What is required: Work out the count of lines in the material where the string "body" shows up, and reply with it alone.

────────────────────

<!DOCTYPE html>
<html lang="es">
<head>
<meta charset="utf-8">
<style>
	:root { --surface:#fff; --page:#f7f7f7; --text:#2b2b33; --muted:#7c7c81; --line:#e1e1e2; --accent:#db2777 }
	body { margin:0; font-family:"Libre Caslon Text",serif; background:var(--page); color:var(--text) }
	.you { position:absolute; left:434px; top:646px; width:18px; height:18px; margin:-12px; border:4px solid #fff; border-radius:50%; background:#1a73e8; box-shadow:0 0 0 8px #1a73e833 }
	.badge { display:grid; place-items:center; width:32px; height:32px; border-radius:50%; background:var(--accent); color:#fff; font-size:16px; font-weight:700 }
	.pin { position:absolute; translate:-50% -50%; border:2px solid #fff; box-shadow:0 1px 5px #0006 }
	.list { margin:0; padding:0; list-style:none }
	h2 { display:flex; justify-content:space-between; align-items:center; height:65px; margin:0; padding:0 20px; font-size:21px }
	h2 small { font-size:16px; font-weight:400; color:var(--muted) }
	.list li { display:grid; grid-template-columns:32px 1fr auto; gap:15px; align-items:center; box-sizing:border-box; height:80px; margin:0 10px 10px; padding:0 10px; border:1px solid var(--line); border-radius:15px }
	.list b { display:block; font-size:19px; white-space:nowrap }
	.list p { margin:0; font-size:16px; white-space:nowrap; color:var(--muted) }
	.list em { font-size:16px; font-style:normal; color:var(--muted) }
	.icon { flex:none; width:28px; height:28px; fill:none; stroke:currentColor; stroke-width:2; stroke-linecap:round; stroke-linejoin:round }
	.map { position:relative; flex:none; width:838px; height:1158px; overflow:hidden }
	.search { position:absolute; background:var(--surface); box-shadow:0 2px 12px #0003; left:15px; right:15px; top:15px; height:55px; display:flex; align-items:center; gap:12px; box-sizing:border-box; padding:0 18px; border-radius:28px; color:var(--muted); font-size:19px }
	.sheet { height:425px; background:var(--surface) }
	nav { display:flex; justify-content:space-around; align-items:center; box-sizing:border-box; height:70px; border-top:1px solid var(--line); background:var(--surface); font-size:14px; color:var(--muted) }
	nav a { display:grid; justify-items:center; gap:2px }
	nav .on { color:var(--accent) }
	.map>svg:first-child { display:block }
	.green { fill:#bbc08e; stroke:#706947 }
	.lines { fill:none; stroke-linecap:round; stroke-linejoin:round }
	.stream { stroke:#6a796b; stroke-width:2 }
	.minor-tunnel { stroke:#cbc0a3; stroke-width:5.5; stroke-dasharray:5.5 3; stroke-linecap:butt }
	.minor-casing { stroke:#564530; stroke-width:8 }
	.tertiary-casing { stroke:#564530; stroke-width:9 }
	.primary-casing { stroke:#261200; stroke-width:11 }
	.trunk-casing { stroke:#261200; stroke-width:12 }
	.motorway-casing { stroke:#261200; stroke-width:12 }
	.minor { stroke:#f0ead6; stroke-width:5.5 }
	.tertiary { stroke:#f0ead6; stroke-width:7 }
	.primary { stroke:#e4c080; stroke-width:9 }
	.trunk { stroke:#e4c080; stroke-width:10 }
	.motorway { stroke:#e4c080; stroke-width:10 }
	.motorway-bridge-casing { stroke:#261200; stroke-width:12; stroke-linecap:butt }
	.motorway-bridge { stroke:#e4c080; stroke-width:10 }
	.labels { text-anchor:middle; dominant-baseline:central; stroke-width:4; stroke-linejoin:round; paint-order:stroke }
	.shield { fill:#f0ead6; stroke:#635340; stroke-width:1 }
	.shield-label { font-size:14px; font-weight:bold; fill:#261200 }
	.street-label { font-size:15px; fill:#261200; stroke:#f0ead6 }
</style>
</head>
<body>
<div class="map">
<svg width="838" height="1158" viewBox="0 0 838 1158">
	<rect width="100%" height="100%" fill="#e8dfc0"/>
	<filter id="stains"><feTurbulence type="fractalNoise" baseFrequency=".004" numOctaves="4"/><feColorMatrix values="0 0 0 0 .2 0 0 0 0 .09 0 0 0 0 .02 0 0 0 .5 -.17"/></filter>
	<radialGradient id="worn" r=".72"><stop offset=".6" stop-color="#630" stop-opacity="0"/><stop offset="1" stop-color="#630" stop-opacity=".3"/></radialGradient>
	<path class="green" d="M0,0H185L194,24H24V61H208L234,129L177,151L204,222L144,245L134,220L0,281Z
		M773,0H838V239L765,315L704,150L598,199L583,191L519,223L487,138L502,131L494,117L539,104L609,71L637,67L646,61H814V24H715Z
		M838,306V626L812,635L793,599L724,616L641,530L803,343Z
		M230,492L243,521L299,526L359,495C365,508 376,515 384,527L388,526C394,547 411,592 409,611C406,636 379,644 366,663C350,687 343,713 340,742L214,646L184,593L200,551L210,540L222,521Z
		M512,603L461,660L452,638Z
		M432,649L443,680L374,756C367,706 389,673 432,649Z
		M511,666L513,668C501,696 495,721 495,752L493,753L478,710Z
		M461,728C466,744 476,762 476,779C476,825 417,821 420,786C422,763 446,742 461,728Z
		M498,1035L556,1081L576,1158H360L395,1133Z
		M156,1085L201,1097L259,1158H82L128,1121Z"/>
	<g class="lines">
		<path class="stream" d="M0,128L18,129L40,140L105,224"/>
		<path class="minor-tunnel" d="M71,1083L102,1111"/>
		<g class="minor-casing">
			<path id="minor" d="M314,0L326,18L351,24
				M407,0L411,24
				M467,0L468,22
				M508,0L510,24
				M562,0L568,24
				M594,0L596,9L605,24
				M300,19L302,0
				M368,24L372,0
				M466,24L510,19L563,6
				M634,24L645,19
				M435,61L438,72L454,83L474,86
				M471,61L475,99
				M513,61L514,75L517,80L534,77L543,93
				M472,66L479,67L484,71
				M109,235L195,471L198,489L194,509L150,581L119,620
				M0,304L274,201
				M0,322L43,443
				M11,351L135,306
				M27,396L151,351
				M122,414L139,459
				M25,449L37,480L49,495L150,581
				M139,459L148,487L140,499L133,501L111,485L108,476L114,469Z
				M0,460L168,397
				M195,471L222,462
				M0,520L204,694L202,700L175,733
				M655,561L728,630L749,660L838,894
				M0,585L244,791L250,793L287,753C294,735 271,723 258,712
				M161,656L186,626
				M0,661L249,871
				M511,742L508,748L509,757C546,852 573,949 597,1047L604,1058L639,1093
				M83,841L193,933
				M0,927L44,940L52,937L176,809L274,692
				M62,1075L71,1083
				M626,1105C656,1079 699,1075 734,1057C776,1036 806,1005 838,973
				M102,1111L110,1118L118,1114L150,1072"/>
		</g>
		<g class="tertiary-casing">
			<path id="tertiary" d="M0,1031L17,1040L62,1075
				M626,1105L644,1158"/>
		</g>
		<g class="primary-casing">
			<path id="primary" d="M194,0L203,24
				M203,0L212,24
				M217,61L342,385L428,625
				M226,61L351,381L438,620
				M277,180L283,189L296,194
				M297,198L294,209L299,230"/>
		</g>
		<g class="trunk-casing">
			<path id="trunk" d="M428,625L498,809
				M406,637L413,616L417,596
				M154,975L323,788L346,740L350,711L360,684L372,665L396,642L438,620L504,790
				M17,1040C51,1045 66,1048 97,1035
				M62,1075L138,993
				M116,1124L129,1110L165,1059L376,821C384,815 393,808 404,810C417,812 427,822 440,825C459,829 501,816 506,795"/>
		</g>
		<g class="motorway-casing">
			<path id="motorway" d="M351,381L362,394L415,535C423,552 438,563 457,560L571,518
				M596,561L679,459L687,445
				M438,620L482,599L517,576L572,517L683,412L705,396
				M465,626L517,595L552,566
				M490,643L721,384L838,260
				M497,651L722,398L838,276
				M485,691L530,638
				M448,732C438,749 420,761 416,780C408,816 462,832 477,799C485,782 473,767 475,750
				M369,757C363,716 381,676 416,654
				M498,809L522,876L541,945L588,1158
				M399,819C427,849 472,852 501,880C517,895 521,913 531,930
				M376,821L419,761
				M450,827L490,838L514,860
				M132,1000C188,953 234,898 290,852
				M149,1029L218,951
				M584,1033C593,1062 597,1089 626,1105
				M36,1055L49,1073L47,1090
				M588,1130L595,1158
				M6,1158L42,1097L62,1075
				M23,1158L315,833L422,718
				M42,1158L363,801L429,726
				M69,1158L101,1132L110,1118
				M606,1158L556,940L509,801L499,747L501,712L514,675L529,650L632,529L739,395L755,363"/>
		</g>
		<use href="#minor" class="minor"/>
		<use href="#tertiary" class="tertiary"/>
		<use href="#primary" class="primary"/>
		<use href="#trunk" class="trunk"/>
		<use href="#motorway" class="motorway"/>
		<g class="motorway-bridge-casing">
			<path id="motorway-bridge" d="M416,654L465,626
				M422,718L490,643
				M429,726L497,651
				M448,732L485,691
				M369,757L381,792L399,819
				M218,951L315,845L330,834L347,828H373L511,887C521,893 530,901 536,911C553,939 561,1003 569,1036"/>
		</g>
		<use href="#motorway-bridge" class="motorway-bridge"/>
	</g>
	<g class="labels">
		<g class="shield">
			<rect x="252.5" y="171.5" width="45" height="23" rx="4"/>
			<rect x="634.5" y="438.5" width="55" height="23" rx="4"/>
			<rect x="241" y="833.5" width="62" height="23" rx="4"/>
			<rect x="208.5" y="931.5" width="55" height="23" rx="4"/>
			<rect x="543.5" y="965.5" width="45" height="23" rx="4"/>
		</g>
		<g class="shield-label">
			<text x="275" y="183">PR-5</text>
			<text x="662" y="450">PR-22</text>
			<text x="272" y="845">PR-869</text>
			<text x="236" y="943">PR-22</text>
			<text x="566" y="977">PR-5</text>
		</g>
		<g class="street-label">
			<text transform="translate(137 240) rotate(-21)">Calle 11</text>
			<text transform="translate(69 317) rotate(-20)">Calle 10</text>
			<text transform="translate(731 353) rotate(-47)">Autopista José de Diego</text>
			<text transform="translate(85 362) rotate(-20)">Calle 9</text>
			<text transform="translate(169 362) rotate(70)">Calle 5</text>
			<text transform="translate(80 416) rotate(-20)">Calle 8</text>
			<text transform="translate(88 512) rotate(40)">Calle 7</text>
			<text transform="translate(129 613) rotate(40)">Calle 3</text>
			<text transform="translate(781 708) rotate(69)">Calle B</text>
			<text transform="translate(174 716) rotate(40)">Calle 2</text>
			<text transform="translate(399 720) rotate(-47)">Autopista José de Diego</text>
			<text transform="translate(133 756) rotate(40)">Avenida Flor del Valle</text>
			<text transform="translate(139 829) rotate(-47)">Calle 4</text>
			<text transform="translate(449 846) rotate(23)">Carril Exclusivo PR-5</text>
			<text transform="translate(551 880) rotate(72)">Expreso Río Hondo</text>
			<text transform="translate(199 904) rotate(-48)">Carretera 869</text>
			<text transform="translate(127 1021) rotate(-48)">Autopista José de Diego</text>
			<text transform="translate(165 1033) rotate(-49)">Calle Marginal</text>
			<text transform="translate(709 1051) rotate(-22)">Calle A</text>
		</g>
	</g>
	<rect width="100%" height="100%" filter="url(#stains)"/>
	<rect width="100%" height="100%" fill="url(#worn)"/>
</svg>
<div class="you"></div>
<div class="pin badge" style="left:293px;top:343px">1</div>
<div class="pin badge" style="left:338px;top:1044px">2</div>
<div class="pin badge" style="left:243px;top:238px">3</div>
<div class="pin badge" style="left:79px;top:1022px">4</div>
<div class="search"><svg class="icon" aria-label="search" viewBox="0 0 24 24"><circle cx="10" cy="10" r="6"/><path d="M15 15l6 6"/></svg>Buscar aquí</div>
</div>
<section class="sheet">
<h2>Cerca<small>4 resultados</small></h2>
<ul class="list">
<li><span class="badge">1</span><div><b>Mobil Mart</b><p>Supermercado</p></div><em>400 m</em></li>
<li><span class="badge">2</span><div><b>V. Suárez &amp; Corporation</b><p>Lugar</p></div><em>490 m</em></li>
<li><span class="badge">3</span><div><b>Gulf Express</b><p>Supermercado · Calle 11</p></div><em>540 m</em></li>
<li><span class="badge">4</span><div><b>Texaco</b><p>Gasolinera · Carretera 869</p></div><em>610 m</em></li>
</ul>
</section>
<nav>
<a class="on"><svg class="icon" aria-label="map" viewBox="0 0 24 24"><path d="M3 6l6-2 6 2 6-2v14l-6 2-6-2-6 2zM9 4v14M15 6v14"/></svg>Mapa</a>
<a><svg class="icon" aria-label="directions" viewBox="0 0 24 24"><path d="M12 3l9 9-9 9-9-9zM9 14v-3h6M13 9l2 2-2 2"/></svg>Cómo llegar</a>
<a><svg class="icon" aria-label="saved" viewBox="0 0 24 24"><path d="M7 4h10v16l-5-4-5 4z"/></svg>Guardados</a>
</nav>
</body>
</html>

────────────────────

Reply: 3